# Overview - Get Started Early!

The project for this semester requires you to use Python to collect TV show ratings from the movie/show review site, IMDB. You will collect the ratings for each episode of each TV show from this list of shows. Read the instructions carefully.

http://www.imdb.com/search/title?languages=en%7C1&title_type=tv_series&num_votes=10000,&sort=num_votes,desc&page=1&ref_=adv_prv&page=1

Before collecting the data, grab the links from the first 500 (you're more than welcome to get more) tv shows on this list.

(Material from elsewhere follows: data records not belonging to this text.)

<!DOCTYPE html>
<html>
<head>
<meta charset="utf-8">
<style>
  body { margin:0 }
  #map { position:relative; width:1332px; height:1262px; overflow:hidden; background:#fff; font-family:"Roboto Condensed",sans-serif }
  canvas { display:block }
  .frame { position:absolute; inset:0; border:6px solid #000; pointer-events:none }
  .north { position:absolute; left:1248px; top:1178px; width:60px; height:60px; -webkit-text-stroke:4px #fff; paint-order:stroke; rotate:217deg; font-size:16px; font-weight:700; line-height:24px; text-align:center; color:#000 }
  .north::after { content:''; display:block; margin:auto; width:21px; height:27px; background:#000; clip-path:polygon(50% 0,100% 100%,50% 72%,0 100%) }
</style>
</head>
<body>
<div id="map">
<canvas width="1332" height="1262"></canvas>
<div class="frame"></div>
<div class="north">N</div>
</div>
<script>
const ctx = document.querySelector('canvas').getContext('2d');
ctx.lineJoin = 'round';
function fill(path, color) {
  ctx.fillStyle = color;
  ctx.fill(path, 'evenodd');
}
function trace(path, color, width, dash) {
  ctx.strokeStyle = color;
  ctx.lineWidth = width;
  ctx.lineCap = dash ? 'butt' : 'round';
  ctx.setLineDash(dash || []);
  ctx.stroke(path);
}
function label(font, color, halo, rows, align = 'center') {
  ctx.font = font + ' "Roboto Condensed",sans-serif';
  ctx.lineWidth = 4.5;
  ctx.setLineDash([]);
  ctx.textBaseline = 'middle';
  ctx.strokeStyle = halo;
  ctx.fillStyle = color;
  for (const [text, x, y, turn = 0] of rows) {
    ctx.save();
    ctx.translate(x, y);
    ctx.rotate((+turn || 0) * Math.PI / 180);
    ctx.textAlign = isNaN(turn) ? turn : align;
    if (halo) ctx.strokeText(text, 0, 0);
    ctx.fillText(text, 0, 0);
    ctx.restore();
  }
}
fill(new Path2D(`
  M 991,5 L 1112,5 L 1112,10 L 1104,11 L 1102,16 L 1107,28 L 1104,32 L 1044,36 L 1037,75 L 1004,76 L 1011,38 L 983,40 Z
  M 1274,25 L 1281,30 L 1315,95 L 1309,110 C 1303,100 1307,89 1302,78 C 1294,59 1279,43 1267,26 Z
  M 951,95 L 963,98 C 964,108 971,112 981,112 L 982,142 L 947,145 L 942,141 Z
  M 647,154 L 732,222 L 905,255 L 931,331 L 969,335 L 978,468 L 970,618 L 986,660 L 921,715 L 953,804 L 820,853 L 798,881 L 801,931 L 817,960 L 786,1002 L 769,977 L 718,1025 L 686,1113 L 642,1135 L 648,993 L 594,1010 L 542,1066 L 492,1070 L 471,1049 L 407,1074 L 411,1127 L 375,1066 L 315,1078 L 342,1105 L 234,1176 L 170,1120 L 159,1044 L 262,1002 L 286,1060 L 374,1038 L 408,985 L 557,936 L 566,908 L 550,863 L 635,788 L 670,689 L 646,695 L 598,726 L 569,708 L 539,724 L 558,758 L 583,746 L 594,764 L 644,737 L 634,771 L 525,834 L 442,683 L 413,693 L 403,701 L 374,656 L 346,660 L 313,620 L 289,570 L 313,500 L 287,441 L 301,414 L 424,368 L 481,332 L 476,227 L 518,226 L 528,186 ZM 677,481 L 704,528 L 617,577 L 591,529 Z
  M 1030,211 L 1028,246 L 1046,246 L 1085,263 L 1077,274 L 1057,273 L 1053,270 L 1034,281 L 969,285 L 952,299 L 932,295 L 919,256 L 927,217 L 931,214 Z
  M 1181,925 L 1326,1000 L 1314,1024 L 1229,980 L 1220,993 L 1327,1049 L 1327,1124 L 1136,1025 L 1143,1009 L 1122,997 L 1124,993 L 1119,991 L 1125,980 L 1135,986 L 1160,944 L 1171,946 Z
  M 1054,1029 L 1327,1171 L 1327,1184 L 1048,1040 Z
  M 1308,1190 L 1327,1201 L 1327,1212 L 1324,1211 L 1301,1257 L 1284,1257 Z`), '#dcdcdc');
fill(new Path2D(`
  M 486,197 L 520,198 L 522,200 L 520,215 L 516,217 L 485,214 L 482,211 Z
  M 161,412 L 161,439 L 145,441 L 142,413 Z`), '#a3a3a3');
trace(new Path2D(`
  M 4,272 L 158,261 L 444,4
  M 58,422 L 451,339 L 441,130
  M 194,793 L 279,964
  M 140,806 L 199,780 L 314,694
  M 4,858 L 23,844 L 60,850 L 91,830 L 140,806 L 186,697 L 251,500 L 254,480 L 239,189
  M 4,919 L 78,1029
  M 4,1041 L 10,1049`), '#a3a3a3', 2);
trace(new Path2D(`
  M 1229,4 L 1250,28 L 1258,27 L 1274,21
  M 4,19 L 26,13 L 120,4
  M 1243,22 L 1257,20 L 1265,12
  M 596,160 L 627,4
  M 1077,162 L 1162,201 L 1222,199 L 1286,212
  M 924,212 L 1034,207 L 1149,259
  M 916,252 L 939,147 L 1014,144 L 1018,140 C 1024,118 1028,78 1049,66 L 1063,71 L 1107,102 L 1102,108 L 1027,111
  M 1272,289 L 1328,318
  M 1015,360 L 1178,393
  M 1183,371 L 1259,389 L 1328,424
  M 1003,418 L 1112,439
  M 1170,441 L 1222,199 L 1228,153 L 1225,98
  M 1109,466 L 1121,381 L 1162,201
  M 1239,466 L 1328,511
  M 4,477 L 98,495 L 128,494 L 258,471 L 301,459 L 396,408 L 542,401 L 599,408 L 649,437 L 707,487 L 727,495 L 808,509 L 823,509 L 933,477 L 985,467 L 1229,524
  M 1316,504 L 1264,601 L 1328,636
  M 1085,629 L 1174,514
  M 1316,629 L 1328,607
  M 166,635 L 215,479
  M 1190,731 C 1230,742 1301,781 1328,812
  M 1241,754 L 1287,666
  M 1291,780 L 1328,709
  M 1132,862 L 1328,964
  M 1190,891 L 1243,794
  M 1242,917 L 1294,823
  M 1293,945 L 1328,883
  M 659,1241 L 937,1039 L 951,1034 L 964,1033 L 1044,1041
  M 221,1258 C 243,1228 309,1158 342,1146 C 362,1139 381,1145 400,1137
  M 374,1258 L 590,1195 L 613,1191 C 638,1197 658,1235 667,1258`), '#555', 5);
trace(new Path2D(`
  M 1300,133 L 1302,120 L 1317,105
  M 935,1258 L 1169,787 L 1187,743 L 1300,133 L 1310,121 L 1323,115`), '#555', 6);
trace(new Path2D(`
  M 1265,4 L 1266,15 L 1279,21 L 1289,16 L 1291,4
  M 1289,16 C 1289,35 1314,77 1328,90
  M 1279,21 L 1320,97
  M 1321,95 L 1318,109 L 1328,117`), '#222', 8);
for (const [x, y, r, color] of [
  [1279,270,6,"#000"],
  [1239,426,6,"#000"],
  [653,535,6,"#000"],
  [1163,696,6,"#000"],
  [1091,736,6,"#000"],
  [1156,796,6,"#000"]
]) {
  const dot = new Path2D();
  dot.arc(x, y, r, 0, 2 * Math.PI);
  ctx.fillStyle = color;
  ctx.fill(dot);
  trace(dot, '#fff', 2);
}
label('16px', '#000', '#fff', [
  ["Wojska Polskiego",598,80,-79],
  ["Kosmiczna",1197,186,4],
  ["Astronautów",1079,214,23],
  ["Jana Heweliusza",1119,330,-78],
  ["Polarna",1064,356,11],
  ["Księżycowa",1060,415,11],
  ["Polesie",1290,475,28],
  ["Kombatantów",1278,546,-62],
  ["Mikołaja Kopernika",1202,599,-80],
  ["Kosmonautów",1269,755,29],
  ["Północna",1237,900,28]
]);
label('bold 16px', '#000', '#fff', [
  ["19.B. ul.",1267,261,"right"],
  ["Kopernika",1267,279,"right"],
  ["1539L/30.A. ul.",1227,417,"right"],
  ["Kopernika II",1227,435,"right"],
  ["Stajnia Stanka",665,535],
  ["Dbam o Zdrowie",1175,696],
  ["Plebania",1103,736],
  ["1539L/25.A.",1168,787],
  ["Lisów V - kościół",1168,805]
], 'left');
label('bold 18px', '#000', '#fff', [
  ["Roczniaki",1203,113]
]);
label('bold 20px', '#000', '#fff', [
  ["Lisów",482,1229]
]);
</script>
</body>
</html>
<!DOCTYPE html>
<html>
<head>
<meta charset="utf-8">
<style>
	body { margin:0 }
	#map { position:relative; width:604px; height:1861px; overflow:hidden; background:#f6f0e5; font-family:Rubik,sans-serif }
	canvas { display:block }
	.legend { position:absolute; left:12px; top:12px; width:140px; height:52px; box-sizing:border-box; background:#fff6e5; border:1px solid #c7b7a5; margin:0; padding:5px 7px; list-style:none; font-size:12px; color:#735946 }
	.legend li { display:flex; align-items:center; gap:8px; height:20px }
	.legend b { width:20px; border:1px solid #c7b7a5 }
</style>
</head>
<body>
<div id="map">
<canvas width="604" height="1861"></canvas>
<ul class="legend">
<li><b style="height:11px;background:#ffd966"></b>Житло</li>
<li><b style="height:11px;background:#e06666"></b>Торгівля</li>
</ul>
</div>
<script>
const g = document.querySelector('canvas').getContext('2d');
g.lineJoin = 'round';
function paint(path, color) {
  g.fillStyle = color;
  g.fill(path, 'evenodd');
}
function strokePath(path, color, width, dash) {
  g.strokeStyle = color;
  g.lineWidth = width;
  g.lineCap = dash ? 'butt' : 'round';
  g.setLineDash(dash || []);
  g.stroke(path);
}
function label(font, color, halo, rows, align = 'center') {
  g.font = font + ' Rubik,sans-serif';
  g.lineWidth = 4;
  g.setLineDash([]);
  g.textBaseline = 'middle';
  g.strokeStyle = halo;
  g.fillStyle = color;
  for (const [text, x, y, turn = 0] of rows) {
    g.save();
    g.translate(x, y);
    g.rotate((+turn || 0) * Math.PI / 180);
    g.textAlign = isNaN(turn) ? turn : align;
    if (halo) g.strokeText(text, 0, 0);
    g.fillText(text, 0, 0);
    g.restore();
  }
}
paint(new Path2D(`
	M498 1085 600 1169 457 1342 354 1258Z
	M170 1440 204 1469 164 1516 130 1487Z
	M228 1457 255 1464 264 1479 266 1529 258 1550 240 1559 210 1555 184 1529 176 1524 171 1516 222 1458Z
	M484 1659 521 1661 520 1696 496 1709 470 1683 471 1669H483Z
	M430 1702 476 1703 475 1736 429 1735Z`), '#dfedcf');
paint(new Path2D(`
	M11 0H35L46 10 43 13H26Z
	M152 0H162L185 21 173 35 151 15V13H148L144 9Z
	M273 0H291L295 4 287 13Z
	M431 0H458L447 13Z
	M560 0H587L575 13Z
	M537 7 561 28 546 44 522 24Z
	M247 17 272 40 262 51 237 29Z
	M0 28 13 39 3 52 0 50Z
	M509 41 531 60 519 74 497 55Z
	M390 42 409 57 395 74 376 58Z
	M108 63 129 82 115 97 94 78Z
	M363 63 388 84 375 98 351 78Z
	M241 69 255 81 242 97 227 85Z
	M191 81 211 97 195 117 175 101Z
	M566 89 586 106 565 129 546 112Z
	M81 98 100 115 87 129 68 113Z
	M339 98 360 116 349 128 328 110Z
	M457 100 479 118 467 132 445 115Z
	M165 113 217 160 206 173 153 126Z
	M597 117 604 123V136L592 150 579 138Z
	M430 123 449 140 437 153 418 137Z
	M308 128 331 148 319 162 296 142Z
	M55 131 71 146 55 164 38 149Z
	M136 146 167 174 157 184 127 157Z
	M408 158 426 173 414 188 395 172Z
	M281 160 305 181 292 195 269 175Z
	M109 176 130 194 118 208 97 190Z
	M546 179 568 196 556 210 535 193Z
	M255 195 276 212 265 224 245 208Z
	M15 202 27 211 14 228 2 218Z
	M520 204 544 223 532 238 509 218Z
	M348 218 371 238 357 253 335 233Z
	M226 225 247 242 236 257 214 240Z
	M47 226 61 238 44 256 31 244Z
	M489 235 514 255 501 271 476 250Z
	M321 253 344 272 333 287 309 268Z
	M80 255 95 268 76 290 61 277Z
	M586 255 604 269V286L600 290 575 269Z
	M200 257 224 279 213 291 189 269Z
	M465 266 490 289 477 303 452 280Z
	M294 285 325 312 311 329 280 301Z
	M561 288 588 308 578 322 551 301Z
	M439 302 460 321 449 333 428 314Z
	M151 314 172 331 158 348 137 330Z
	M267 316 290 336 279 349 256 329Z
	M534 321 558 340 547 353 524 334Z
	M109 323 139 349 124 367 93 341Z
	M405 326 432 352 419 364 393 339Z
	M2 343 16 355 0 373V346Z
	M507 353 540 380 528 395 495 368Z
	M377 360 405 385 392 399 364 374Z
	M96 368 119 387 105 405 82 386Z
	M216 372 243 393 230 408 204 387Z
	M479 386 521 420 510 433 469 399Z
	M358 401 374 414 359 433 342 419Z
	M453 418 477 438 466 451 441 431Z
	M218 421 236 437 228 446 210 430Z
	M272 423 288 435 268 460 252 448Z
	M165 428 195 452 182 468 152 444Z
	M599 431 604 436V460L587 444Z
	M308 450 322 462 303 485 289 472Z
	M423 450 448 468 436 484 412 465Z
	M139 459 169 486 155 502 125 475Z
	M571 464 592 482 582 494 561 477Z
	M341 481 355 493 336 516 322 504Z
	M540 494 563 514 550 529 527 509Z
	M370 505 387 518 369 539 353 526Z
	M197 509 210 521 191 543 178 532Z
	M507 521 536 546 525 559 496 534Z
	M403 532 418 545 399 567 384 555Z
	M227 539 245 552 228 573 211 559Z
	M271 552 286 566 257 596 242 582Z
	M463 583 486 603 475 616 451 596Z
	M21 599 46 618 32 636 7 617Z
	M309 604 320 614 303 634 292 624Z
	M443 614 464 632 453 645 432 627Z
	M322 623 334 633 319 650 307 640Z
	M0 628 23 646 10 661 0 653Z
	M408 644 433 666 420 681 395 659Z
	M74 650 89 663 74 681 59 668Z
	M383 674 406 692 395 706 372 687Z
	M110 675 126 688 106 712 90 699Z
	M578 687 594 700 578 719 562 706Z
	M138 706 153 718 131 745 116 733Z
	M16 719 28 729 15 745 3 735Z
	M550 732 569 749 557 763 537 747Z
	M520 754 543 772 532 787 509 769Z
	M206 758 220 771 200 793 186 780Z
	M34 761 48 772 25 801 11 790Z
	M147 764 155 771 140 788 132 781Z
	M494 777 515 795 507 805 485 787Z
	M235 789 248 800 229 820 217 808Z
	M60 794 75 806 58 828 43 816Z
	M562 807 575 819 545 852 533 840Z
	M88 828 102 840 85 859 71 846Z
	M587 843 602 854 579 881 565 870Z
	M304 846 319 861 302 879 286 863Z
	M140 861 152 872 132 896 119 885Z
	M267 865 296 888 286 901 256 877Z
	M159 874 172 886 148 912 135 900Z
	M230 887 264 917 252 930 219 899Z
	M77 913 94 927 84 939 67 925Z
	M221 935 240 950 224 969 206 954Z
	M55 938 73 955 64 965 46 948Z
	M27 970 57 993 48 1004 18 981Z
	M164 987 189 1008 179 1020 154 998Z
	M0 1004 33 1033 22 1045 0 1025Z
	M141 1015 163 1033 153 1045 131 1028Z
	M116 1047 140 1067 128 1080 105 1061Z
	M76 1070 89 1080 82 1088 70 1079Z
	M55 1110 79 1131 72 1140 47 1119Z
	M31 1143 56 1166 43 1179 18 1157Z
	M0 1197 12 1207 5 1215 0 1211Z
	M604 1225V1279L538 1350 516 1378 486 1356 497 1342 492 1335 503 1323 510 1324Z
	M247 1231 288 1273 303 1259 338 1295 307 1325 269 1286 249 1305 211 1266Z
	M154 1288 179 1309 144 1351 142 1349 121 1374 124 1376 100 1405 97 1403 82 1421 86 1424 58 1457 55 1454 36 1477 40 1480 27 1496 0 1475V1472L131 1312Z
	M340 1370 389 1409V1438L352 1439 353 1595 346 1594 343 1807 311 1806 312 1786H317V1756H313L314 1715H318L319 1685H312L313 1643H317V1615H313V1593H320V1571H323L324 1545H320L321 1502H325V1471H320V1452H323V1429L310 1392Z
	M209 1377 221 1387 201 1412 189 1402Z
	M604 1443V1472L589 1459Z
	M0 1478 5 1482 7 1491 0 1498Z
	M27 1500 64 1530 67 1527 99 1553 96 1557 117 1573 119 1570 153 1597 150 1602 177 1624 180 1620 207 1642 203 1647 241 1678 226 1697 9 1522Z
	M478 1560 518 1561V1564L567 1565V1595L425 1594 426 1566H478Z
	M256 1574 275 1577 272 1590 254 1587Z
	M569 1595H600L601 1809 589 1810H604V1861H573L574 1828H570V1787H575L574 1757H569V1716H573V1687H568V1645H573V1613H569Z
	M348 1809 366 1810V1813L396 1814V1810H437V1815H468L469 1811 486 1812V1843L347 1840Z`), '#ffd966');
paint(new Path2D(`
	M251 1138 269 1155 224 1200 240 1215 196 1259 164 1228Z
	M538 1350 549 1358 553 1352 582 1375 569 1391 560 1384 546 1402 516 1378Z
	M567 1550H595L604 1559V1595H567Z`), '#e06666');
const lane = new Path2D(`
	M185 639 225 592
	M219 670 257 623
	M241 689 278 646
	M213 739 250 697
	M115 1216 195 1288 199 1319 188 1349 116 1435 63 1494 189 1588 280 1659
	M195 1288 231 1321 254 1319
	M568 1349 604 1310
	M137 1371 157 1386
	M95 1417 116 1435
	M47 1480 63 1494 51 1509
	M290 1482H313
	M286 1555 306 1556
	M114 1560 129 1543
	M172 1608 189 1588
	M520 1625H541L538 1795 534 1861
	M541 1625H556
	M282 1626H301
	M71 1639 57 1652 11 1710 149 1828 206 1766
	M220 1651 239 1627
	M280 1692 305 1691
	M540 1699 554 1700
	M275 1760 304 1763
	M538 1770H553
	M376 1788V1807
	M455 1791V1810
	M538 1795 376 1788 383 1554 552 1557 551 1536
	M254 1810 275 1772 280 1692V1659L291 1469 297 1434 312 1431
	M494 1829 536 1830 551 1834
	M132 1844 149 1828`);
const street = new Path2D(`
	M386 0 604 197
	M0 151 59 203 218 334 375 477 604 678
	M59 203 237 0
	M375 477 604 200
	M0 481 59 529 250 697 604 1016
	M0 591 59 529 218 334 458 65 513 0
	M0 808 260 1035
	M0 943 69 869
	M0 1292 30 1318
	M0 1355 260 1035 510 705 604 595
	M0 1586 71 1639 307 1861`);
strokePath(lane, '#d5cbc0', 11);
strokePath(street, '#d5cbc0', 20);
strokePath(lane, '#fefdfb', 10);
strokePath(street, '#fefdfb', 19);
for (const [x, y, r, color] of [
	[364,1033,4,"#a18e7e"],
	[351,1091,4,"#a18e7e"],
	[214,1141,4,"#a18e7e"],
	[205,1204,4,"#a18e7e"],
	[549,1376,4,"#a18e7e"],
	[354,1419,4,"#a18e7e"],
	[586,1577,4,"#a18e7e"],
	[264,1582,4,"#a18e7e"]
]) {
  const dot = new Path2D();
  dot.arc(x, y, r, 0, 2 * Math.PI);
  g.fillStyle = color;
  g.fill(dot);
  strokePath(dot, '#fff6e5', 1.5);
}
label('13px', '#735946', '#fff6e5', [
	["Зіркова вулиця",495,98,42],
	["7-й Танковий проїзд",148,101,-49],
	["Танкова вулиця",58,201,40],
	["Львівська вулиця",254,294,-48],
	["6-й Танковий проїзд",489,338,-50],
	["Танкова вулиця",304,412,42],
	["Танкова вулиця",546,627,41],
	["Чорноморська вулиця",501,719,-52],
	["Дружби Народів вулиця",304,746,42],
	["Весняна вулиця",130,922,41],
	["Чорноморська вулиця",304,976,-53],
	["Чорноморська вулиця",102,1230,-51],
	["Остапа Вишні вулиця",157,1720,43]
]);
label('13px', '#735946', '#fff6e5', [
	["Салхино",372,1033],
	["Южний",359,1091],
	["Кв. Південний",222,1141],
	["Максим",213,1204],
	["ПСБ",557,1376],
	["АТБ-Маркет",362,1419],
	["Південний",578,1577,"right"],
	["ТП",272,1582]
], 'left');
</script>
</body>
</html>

Note you will need to loop through the pages, as only 50 are displayed on each page.

## Here is a minimum list of data that you will need to collect for each TV show. 

### Data per each episode
0. An identifier for each episode
1. The rating of each episode of the show
2. The number of ratings of each episode
3. The air date of each episode
5. The short description of each episode
6. The URL link to each episode
7. The runtime

### Data per show
1. Overall rating for the show
2. Total number of ratings
3. Number of votes for each rating level (1-10).
4. The demographic break down of ratings - the average and the total votes by age categories and gender.
5. IMDB Staff, Top 10k voters, US Users, and Non-US users' ratings and counts
6. The genre (main page)
7. The top plot keywords (main page)
8. The short storyline on the (main page)
9. List of main cast - the actor and actor ID (main page)
10. Main production companies (company credits)

# Midterm Deliverable
0. Your list of tv shows.
1. Working prototype code to grab all the data for a list of your shows. You do not need to have grabbed all 500, just need to show that your code can grab the data for as many shows as necessary - minimum data for 50 shows.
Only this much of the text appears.